A proposta de Osny demonstra o quanto é importante, não só para os juristas, mas para toda a sociedade, compreender integralmente o processo que dá origem às leis, perscrutando as suas causas e os bastidores de cada proposição.
Neste ponto, atribui-se a Bismarck a seguinte afirmação: “os cidadãos não poderiam dormir tranquilos se soubessem como são feitas as salsichas e as leis”. Nos dias de hoje, no Brasil, tal assertiva deveria fazer com que a maioria esmagadora do povo brasileiro ficasse sem dormir, diante da ausência de perspectiva de futuro acarretada pelos cortes promovidos nos direitos sociais (trabalho, previdência, saúde, educação, moradia, alimentação, lazer, cultura, segurança), em benefício do capital especulativo, que impõe aos trabalhadores mais e mais horas de trabalho, sem quaisquer vantagens, com a obrigação de pagar cada vez mais tributos, enquanto os muito ricos ficam isentos.
A democracia representativa foi sequestrada pelo capital e o povo brasileiro serve apenas para validar o simulacro de eleições, que consiste em votar em candidatos (financiados com dinheiro de empresas privadas) que, depois de eleitos, dão as costas para a população.

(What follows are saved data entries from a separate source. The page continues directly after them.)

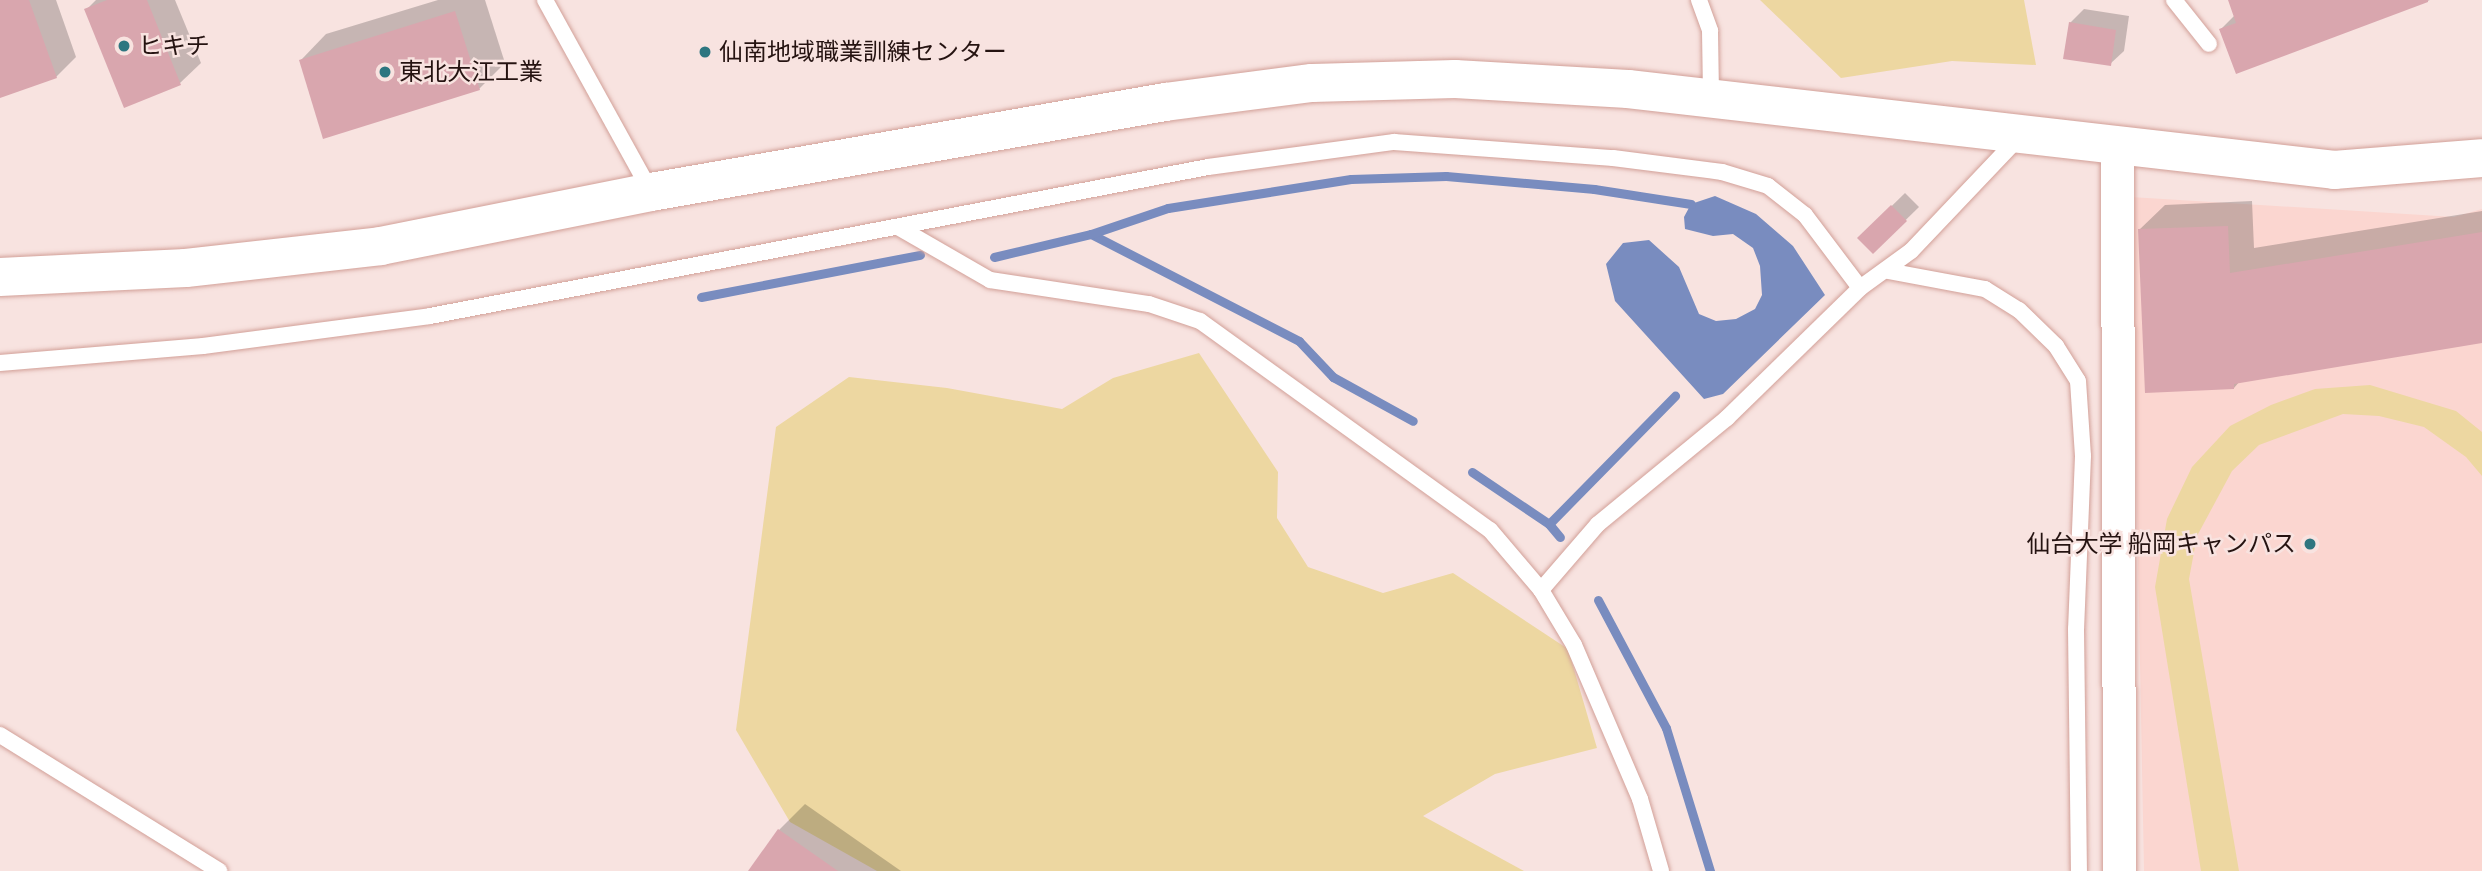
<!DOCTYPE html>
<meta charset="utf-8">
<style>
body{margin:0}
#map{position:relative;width:2482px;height:871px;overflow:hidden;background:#f8e3e0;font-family:Ubuntu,"Noto Sans JP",sans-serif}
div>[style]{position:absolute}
.built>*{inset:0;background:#fbd6d0}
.green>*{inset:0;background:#edd7a1}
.water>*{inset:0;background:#798cbf}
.shadow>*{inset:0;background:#0003}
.stream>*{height:9px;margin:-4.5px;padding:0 4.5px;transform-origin:4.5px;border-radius:4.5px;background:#798cbf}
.building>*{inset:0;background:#d9a6ae}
.roads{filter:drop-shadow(0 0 2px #d2a098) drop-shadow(0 0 2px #d2a098)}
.lane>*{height:16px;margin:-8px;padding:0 8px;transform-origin:8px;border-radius:8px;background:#fff}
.street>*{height:33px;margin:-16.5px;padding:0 16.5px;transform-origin:16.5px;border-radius:16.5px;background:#fff}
.secondary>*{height:38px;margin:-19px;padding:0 19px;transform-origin:19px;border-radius:19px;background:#fff}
.dots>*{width:19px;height:19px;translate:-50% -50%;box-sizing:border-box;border:4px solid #f8e3e0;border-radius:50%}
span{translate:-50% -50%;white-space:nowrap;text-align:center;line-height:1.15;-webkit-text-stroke:5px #f8e3e0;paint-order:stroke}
.poi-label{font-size:24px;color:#251311}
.left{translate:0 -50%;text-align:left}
.right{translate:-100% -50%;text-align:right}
</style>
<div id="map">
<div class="built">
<div style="clip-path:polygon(2131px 197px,2454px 217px,2482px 209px,2482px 871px,2144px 871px)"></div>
</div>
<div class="green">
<div style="clip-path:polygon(1760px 0,2024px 0,2036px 65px,1952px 61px,1841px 78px)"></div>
<div style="clip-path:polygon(1199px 353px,1278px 472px,1277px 518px,1308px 567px,1383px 593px,1453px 573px,1568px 649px,1597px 748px,1495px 774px,1423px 816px,1524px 871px,877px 871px,790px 822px,736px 730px,776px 427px,849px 377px,947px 388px,1062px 409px,1113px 378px)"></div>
<div style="clip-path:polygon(2370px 385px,2456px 411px,2482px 432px,2482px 476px,2466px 457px,2424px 427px,2379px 416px,2343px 414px,2259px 445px,2232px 471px,2197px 536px,2189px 579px,2239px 871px,2201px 871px,2155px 587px,2167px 519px,2192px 467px,2230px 426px,2271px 405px,2315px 389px)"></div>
</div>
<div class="water">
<div style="clip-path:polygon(1715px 196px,1756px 214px,1793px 246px,1825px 295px,1723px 394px,1704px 399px,1615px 301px,1606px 264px,1623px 243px,1649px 240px,1679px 267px,1699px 314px,1716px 321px,1736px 319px,1755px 309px,1762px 295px,1760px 266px,1753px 248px,1733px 234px,1713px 236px,1685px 229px,1684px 217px,1691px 204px)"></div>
</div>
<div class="shadow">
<div style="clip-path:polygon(0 0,56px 0,76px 57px,56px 77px,0 86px)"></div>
<div style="clip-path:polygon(96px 0,175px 0,201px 63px,180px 83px,124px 106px,86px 10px)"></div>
<div style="clip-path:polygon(438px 0,485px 0,505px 63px,479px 89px,301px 60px,326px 34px)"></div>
<div style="clip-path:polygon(2229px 0,2430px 0,2237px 72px,2221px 29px,2235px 15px)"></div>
<div style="clip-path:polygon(2084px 9px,2129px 16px,2124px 51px,2110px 64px,2070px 23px)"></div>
<div style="clip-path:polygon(1905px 193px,1919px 207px,1873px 252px,1859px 238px)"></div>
<div style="clip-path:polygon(2252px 201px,2254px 248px,2482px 211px,2482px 342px,2240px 381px,2234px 388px,2139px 230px,2165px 205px)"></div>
<div style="clip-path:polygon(805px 804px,901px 871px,750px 871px,779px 830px)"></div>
</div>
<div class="stream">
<div style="left:1091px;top:234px;width:234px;rotate:27.2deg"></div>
<div style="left:1299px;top:341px;width:50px;rotate:46.6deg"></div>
<div style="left:1333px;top:377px;width:91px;rotate:28.8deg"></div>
<div style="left:994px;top:257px;width:100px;rotate:-13.3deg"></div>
<div style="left:1091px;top:234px;width:81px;rotate:-18.7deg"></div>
<div style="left:1168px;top:208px;width:185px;rotate:-9deg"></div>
<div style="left:1351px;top:179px;width:95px;rotate:-1.8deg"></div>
<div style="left:1446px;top:176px;width:149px;rotate:5deg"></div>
<div style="left:1594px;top:189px;width:98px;rotate:8.8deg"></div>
<div style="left:701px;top:297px;width:223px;rotate:-10.9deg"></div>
<div style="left:1472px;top:472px;width:93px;rotate:34deg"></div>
<div style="left:1549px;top:524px;width:180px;rotate:-45.5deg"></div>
<div style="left:1549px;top:524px;width:17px;rotate:50deg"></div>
<div style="left:1598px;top:600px;width:145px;rotate:62deg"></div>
<div style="left:1666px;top:728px;width:150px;rotate:72.9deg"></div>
</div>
<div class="building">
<div style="clip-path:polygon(0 0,29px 0,57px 78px,0 98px)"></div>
<div style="clip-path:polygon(107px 0,147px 0,181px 85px,124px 108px,84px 9px)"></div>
<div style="clip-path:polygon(2228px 0,2428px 0,2428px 2px,2236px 74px,2219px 29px,2236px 23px)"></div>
<div style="clip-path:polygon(455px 11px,480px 90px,323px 139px,299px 60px)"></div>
<div style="clip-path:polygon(2069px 22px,2116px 30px,2111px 66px,2063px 59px)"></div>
<div style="clip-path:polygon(1891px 205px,1907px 221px,1873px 254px,1857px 238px)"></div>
<div style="clip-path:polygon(2228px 226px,2230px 273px,2482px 232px,2482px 343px,2234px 384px,2234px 389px,2145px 393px,2138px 229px)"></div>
<div style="clip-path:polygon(778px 829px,838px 871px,748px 871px)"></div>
</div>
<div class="roads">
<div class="lane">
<div style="left:545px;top:0;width:219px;rotate:61.1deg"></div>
<div style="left:1699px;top:0;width:33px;rotate:70deg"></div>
<div style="left:1710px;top:31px;width:66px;rotate:89.1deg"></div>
<div style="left:2174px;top:0;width:56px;rotate:51.5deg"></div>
<div style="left:898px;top:227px;width:106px;rotate:29.9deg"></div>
<div style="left:990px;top:280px;width:161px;rotate:8.6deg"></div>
<div style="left:1149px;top:304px;width:54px;rotate:18.4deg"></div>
<div style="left:1200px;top:321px;width:357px;rotate:35.8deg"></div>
<div style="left:1490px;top:530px;width:79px;rotate:49.6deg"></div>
<div style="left:1541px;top:590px;width:64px;rotate:59deg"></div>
<div style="left:1574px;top:645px;width:168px;rotate:66.8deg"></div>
<div style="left:1640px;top:799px;width:75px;rotate:73.7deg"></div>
<div style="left:1888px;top:271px;width:99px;rotate:10.5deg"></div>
<div style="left:1985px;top:289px;width:40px;rotate:32deg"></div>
<div style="left:2019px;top:310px;width:52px;rotate:44.2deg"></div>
<div style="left:2056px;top:346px;width:41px;rotate:57.8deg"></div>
<div style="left:2078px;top:381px;width:75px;rotate:86.2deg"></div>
<div style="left:2083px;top:456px;width:173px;rotate:92.3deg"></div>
<div style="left:2076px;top:629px;width:242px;rotate:89.3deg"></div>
<div style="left:0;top:363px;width:204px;rotate:-4.8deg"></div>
<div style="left:203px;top:346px;width:229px;rotate:-7.5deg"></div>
<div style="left:430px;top:316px;width:792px;rotate:-10.84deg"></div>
<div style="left:1208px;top:167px;width:188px;rotate:-7.7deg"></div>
<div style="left:1394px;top:142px;width:220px;rotate:4.2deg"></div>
<div style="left:1613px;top:158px;width:110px;rotate:7.3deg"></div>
<div style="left:1722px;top:172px;width:48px;rotate:16.9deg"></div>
<div style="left:1768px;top:186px;width:47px;rotate:38.1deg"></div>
<div style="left:1805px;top:215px;width:91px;rotate:53deg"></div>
<div style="left:1541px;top:590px;width:87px;rotate:-49.2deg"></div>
<div style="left:1598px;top:524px;width:167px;rotate:-39.4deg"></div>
<div style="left:1727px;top:418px;width:186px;rotate:-44.3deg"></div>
<div style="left:1860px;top:288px;width:63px;rotate:-36deg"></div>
<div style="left:1911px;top:251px;width:158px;rotate:-46.5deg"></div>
<div style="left:0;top:735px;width:258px;rotate:31.8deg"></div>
</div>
<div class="street">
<div style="left:2117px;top:146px;width:725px;rotate:89.84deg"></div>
</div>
<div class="secondary">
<div style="left:0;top:277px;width:186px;rotate:-2.8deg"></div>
<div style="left:186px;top:268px;width:196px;rotate:-6.4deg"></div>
<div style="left:381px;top:246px;width:275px;rotate:-11.3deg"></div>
<div style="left:651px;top:192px;width:522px;rotate:-9.93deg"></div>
<div style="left:1165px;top:102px;width:148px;rotate:-7.4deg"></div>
<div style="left:1312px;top:83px;width:143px;rotate:-1.6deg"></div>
<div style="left:1455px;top:79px;width:173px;rotate:3.3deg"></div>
<div style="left:1628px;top:89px;width:711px;rotate:6.54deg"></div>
<div style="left:2334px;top:170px;width:148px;rotate:-4.6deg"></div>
</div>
</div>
<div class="dots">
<div style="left:124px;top:46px;background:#2e7680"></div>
<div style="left:705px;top:52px;background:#2e7680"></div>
<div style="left:385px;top:72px;background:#2e7680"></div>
<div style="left:2310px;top:544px;background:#2e7680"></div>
</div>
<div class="poi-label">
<span class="left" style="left:138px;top:46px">ヒキチ</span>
<span class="left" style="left:719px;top:52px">仙南地域職業訓練センター</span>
<span class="left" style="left:399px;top:72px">東北大江工業</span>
<span class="right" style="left:2296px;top:544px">仙台大学 船岡キャンパス</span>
</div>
</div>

O mestre Osny nos apresenta em sua obra um quadro que, a despeito de descrever o passado, surpreende pela atualidade ao fazermos uma comparação com a falsa democracia brasileira dos dias de hoje:
“Aparentemente quem faz as leis no Brasil são os membros do Poder Legislativo. Assim é em toda democracia representativa – fórmula que tão avidamente defenderam os governos das vinte repúblicas reunidas em princípios de 1962, ao tratar da expulsão de Cuba da Organização dos Estados Americanos (OEA). As críticas que iremos desenvolver no andamento deste trabalho não pretenderão absolutamente demonstrar que seja condenável a democracia representativa. Ao contrário, insistiremos em que todo regime deverá ser democrático e representativo da coletividade. Nossos estudos serão no sentido de verificar se realmente é democracia representativa o regime praticado e se aquilo que está na letra da Constituição e das leis está na realidade dos fatos, isto é, se vivemos num regime em que existe liberdade de imprensa, liberdade de pensamento, liberdade de escolha dos mandatários do povo, liberdade para esses mandatários fazerem as leis que interessem ao mesmo povo num regime em que a Constituição e as leis se apliquem a todos, de modo a, em última análise, ser verdadeiro o preceito constitucional que reza: ‘Todo o poder emana do povo e em seu nome será exercido’. Iremos ver se é esse o regime que se pratica no Brasil, conforme se explica nas escolas primárias, secundárias e superiores, ou se, ao contrário do que muitos sinceramente acreditam, quem faz as leis no Brasil, naquilo que é fundamental, é, na realidade, um pequeno grupo de empresas estrangeiras. Numa esfera não fundamental, mas ainda muito importante, teríamos outro pequeno grupo de empresas e homens de negócios nacionais ditando a feitura das leis no Brasil. Veremos, finalmente, se as leis que se fazem, em real proveito da coletividade, surgem por imperativo da vontade do povo ou, apenas, quando há choques nos interesses de tais grupos e quando, um deles, para sobreviver, necessita de apoio popular e, então, como um donativo e um chamariz, tais leis benéficas são deixadas escapulir. Se nossa Constituição tiver sido elaborada por essa última forma, nesse caso, quem faz as leis no Brasil não será o povo, nem serão seus mandatários, porém, um certo número de pessoas que detêm o poder. O Brasil não estará sendo uma democracia representativa, como se costuma afirmar, porém uma oligarquia, ou plutocracia, ferreamente plantada sobre a cegueira de dezenas de milhões de brasileiros.”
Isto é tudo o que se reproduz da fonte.